◆ Required work ◆
From the data below, return each line in which the string "list" is found.

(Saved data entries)
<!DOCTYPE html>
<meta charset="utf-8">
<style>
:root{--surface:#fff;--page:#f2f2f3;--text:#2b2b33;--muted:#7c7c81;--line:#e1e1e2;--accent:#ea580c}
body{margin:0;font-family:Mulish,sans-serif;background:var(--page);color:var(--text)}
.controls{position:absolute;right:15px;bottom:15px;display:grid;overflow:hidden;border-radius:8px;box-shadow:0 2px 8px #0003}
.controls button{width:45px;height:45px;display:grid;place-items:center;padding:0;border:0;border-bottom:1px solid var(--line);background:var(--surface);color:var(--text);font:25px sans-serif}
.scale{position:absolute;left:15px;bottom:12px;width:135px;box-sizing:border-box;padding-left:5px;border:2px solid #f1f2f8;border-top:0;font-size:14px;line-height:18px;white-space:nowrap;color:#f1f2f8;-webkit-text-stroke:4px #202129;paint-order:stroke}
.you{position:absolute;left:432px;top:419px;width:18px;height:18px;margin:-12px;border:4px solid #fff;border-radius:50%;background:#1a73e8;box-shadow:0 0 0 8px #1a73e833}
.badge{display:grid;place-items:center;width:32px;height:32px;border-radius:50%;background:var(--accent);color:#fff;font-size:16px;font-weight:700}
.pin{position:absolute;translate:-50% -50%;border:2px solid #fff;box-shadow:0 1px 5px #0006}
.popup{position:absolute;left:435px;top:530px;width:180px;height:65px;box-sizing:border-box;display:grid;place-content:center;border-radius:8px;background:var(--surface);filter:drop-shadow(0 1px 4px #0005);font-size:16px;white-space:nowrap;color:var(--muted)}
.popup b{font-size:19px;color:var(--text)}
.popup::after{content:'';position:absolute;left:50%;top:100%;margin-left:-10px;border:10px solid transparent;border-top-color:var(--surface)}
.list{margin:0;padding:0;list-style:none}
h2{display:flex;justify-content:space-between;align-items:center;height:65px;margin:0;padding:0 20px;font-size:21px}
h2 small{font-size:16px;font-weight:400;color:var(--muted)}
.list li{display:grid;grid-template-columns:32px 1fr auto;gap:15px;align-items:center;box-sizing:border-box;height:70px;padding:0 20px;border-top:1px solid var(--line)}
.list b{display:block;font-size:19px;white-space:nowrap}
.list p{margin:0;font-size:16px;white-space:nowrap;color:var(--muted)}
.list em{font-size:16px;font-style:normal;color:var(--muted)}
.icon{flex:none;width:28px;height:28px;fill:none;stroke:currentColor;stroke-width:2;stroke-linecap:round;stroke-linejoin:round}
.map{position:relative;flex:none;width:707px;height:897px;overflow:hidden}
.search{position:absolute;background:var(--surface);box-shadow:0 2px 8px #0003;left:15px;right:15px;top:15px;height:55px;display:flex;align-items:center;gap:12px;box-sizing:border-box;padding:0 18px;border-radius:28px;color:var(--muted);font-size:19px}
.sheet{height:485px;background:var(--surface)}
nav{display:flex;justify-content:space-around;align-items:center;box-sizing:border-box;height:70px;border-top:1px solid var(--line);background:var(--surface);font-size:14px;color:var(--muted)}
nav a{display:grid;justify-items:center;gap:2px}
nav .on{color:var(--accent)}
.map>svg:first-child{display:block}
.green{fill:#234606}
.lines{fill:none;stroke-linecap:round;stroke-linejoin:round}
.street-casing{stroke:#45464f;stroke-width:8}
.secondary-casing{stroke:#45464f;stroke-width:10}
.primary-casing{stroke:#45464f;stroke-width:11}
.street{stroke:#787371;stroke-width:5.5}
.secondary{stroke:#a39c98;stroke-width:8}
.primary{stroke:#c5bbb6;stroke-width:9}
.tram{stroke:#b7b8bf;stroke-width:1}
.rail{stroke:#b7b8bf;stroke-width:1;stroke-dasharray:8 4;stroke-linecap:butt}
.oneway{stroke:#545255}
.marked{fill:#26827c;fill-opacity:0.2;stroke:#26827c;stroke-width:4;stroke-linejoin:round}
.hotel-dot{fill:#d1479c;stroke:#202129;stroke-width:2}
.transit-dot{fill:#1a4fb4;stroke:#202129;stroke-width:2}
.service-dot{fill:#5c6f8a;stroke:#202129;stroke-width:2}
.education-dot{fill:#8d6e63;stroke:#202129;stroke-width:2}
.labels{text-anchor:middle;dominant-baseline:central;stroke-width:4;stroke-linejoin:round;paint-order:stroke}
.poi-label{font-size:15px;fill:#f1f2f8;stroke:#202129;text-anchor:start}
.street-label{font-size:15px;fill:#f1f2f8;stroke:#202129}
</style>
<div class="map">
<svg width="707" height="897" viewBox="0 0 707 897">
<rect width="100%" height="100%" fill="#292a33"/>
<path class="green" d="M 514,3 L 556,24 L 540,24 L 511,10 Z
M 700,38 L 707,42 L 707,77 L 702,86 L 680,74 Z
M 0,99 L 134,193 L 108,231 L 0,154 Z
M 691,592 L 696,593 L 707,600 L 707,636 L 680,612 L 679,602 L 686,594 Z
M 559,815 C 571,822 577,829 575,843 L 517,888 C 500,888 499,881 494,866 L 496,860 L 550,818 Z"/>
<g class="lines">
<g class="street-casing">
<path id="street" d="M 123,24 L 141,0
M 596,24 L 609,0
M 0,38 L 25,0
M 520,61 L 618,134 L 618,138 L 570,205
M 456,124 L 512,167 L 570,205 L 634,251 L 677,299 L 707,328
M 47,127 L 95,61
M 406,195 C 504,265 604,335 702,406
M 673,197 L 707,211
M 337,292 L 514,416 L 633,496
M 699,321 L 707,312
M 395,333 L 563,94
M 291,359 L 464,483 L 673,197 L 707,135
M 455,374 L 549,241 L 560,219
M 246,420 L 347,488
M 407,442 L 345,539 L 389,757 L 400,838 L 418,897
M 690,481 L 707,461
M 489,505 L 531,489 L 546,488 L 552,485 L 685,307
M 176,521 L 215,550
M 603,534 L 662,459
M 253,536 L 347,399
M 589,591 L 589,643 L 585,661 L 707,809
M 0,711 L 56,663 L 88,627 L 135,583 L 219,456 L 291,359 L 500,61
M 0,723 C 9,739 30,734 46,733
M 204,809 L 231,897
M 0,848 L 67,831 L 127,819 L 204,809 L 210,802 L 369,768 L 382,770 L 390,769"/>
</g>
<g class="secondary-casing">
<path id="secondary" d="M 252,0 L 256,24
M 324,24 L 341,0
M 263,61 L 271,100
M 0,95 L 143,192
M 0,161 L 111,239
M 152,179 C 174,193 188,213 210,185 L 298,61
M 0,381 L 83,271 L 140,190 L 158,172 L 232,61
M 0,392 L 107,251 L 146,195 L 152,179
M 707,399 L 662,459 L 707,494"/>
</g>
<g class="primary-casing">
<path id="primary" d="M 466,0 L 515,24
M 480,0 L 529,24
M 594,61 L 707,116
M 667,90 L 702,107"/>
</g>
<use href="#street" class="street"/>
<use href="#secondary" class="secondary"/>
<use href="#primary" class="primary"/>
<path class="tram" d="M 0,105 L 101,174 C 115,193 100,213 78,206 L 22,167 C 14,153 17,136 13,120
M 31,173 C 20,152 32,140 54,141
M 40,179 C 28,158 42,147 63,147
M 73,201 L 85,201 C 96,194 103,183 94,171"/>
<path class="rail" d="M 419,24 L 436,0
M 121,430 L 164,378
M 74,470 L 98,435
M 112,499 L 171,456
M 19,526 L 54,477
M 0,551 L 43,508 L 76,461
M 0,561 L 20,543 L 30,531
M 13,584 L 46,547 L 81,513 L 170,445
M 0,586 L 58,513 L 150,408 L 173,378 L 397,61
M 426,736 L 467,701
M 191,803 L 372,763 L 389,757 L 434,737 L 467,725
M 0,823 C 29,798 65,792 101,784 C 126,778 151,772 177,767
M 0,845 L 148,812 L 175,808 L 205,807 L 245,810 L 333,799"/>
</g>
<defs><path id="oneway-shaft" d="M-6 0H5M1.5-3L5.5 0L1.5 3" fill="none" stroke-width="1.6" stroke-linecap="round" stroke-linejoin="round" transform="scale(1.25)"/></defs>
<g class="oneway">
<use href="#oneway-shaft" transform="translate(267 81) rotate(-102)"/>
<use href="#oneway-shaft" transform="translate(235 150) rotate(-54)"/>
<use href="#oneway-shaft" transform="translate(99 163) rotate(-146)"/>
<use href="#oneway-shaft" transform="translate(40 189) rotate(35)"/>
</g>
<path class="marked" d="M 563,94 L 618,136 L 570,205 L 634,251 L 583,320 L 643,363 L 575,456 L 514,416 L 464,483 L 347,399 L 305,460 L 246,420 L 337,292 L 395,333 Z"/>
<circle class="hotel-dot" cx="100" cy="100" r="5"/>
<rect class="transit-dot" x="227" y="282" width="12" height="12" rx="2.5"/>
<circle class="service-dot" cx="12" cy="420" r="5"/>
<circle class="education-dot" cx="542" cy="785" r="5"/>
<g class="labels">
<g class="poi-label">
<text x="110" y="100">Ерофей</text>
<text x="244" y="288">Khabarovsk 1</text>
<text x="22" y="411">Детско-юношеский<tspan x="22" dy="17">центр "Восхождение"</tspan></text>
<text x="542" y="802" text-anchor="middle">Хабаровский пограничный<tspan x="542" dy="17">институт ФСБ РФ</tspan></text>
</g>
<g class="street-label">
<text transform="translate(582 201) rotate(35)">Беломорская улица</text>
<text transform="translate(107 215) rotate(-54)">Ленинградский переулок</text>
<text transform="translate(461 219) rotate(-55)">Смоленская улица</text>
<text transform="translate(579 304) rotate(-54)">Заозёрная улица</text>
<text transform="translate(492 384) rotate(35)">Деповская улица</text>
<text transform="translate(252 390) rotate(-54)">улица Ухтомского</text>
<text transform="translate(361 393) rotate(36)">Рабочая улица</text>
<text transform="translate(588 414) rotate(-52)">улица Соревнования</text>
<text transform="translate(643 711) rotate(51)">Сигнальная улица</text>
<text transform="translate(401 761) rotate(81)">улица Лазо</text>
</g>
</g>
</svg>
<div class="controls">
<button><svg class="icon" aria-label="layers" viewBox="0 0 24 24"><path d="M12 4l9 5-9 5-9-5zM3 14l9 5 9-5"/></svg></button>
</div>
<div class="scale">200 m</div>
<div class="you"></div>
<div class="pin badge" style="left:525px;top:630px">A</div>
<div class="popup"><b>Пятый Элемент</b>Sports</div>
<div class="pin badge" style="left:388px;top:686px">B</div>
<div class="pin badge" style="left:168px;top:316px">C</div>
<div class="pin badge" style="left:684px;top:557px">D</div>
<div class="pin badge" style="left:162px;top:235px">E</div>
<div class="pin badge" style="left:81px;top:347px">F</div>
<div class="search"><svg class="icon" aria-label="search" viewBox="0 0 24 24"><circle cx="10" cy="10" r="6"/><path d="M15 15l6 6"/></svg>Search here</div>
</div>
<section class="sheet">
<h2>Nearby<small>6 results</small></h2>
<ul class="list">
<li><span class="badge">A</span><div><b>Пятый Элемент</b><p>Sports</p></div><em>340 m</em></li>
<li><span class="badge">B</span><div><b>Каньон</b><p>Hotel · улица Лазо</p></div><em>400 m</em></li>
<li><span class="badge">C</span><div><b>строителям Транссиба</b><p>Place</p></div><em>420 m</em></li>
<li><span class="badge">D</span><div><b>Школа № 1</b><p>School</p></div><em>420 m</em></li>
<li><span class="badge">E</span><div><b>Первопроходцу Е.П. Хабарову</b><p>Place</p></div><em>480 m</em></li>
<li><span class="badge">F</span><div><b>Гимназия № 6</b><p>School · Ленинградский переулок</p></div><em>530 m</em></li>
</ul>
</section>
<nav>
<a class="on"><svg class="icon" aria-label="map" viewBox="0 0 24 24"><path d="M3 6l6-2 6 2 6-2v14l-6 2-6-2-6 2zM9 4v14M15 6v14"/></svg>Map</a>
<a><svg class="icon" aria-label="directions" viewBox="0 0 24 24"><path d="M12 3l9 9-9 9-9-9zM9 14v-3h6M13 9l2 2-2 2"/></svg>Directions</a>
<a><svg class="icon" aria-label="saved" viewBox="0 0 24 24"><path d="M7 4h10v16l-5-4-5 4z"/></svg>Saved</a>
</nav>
* * *
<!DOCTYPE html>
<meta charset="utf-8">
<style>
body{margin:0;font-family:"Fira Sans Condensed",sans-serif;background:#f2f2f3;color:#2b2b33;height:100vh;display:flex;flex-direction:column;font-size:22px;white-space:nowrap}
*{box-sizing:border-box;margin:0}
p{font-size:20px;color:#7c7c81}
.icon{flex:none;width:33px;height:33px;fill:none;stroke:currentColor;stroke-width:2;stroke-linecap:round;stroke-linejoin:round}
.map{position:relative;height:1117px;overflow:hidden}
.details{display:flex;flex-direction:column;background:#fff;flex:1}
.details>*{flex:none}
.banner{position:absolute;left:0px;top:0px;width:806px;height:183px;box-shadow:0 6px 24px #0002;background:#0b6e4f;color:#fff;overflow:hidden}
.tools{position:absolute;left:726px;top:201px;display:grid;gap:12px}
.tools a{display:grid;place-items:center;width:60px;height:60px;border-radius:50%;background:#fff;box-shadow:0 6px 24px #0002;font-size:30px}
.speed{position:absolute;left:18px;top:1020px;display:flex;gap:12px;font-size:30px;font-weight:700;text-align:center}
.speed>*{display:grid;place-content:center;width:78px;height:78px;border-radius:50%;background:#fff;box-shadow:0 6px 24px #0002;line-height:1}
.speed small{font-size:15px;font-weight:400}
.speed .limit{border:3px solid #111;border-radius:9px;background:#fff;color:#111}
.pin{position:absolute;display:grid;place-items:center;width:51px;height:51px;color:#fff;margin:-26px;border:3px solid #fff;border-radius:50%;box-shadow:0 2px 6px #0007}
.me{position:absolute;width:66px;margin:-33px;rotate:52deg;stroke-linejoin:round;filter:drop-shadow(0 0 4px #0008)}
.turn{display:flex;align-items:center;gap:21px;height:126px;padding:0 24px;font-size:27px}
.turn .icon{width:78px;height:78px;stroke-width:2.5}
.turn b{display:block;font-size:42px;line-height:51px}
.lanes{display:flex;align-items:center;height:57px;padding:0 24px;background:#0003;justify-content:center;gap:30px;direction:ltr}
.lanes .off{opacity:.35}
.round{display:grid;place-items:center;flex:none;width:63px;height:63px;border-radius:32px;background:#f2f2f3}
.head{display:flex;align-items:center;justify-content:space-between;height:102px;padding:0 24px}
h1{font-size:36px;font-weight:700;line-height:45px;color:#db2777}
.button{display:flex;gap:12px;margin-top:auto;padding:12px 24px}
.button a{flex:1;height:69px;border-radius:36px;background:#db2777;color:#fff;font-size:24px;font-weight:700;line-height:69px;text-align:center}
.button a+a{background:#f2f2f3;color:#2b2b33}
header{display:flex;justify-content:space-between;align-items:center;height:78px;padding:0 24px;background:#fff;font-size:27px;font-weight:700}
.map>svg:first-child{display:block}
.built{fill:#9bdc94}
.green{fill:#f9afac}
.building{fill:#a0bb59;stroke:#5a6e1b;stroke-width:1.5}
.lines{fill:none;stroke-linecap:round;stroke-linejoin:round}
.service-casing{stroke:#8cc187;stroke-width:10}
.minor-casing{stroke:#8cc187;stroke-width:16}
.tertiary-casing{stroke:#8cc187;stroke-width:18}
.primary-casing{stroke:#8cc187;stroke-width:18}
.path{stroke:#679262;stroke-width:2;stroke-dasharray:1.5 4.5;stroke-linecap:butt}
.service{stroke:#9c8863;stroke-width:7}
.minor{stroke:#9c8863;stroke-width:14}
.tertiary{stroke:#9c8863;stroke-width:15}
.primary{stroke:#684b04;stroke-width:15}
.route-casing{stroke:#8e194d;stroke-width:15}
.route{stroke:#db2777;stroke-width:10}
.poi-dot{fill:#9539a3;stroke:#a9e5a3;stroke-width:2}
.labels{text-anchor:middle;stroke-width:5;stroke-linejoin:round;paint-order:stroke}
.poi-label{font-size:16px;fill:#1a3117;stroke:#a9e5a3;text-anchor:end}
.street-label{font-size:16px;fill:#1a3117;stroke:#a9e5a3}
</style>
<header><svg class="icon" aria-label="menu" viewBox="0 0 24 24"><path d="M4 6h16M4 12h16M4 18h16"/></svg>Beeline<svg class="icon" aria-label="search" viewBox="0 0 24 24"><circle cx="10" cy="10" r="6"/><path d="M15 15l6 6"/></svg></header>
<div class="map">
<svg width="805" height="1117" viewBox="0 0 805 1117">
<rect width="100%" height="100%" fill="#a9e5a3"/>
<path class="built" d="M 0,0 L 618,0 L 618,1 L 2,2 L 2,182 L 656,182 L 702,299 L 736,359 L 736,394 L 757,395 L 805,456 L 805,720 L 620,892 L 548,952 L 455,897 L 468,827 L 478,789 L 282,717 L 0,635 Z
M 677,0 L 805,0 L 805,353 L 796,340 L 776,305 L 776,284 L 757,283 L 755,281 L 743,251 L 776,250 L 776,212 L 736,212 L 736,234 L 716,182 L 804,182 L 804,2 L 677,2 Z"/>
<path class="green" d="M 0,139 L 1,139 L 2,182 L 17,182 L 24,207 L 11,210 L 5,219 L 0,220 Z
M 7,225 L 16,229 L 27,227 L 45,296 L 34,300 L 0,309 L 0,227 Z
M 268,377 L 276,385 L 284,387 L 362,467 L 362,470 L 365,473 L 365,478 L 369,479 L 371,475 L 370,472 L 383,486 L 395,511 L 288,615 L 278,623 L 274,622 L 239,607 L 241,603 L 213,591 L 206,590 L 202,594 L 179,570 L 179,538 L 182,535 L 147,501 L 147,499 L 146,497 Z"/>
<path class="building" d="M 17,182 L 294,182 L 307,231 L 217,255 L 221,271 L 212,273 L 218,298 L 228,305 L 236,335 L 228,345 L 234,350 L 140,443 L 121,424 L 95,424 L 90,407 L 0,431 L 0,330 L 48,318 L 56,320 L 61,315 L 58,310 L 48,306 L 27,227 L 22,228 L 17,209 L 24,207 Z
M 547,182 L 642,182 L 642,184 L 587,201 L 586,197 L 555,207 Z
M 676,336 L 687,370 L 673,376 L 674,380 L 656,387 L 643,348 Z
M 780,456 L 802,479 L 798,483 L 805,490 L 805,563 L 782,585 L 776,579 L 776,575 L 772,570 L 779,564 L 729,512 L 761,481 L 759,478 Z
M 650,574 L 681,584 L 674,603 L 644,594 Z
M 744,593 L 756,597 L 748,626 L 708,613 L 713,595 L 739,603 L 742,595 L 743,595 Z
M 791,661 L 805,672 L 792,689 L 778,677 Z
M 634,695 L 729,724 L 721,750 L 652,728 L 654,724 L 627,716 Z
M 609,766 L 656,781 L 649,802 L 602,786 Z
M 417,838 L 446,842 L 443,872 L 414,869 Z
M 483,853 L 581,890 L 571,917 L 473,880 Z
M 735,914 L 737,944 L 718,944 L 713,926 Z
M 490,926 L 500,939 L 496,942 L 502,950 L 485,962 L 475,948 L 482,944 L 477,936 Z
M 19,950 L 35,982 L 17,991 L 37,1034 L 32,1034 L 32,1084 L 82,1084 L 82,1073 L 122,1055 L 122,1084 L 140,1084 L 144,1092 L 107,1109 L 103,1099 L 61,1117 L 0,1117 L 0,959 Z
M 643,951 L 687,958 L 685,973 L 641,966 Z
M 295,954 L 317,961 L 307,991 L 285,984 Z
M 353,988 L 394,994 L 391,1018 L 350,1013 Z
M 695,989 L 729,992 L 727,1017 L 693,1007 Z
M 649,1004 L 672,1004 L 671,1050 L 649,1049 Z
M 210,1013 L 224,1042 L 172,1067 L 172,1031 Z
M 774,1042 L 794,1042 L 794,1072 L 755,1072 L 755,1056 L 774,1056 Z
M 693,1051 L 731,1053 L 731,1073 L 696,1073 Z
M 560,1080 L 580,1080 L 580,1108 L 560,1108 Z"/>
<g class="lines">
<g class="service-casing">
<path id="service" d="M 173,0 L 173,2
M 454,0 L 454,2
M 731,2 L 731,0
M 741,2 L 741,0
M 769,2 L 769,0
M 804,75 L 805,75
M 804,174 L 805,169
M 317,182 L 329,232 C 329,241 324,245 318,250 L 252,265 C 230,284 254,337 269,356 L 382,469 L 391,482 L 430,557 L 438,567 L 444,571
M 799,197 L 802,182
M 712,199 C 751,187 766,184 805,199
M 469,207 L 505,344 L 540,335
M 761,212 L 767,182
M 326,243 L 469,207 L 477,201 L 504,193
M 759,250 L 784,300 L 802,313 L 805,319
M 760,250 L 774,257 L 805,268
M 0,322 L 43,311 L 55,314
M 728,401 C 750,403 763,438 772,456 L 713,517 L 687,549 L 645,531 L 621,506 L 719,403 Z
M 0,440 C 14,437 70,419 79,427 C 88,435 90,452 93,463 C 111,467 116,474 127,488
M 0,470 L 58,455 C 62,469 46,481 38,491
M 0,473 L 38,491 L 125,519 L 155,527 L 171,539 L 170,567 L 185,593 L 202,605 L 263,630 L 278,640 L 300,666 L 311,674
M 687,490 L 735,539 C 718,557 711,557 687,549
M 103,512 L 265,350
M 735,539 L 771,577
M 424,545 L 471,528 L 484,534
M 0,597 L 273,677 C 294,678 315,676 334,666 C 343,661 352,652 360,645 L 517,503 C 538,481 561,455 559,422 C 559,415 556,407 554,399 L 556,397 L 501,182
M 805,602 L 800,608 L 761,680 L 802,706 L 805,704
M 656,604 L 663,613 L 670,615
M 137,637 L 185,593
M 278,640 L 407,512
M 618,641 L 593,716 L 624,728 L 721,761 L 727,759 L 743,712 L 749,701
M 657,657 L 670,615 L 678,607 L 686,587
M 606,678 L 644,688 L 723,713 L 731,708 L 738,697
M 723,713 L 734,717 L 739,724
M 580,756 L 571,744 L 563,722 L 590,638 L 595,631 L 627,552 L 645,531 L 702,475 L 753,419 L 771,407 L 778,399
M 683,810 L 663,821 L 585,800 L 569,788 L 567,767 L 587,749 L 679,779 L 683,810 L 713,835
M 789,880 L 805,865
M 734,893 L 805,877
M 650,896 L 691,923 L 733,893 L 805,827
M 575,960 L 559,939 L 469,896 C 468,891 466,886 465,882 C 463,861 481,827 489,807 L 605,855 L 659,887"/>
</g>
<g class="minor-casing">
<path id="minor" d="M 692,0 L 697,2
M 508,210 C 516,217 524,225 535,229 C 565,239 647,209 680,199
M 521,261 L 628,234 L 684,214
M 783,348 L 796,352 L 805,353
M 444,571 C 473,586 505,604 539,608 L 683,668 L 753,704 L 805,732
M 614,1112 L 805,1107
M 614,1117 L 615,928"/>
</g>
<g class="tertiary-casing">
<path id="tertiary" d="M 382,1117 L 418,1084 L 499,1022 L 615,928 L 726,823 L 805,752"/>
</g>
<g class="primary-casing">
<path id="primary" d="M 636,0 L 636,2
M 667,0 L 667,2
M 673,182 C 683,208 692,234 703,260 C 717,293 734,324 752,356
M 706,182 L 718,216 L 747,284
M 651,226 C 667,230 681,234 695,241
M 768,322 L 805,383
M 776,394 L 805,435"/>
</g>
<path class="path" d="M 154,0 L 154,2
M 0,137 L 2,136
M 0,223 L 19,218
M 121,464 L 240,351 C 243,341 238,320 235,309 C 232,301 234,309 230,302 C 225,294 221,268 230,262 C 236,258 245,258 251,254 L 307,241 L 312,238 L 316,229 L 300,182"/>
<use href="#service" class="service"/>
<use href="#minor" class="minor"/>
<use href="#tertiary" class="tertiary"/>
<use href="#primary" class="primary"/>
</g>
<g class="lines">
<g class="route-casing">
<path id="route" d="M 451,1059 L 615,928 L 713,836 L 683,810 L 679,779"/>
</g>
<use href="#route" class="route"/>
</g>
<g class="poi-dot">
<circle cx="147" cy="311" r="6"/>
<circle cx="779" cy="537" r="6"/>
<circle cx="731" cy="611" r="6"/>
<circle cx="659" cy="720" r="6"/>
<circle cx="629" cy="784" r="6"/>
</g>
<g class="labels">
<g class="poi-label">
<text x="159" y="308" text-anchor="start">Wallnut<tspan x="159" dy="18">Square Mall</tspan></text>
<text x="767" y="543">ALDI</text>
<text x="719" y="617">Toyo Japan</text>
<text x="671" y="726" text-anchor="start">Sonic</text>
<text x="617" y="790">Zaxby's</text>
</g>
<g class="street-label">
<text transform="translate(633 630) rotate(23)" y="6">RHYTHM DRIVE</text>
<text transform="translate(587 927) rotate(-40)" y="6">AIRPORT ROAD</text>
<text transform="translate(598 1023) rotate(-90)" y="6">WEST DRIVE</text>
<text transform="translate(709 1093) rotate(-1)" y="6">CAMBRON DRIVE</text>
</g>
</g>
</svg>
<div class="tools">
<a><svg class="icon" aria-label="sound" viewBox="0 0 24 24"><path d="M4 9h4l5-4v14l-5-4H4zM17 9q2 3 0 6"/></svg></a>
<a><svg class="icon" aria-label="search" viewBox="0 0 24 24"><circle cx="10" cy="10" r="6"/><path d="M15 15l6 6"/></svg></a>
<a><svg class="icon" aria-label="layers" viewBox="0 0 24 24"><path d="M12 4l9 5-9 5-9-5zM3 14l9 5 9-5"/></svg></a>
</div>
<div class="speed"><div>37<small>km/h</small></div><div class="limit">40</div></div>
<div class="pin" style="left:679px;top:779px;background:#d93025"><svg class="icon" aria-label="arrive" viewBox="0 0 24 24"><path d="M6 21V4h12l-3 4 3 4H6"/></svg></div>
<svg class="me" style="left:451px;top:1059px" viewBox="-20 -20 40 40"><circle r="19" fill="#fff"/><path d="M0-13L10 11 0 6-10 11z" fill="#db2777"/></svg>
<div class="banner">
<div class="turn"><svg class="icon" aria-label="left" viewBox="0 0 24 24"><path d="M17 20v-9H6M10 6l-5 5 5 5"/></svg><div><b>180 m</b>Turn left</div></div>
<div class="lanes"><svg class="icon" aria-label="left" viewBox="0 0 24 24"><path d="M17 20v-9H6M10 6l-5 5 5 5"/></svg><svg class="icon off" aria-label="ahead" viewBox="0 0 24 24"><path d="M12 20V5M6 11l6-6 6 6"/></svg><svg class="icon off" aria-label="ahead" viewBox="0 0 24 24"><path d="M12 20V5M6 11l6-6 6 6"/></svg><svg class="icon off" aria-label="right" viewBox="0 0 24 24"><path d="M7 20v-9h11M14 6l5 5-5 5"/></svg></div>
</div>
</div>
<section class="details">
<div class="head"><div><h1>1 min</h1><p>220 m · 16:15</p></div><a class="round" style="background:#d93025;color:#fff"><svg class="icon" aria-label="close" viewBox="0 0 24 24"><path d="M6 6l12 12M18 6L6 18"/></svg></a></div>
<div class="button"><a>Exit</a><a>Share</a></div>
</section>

◆ Answer for the task ◆
.list{margin:0;padding:0;list-style:none}
.list li{display:grid;grid-template-columns:32px 1fr auto;gap:15px;align-items:center;box-sizing:border-box;height:70px;padding:0 20px;border-top:1px solid var(--line)}
.list b{display:block;font-size:19px;white-space:nowrap}
.list p{margin:0;font-size:16px;white-space:nowrap;color:var(--muted)}
.list em{font-size:16px;font-style:normal;color:var(--muted)}
<ul class="list">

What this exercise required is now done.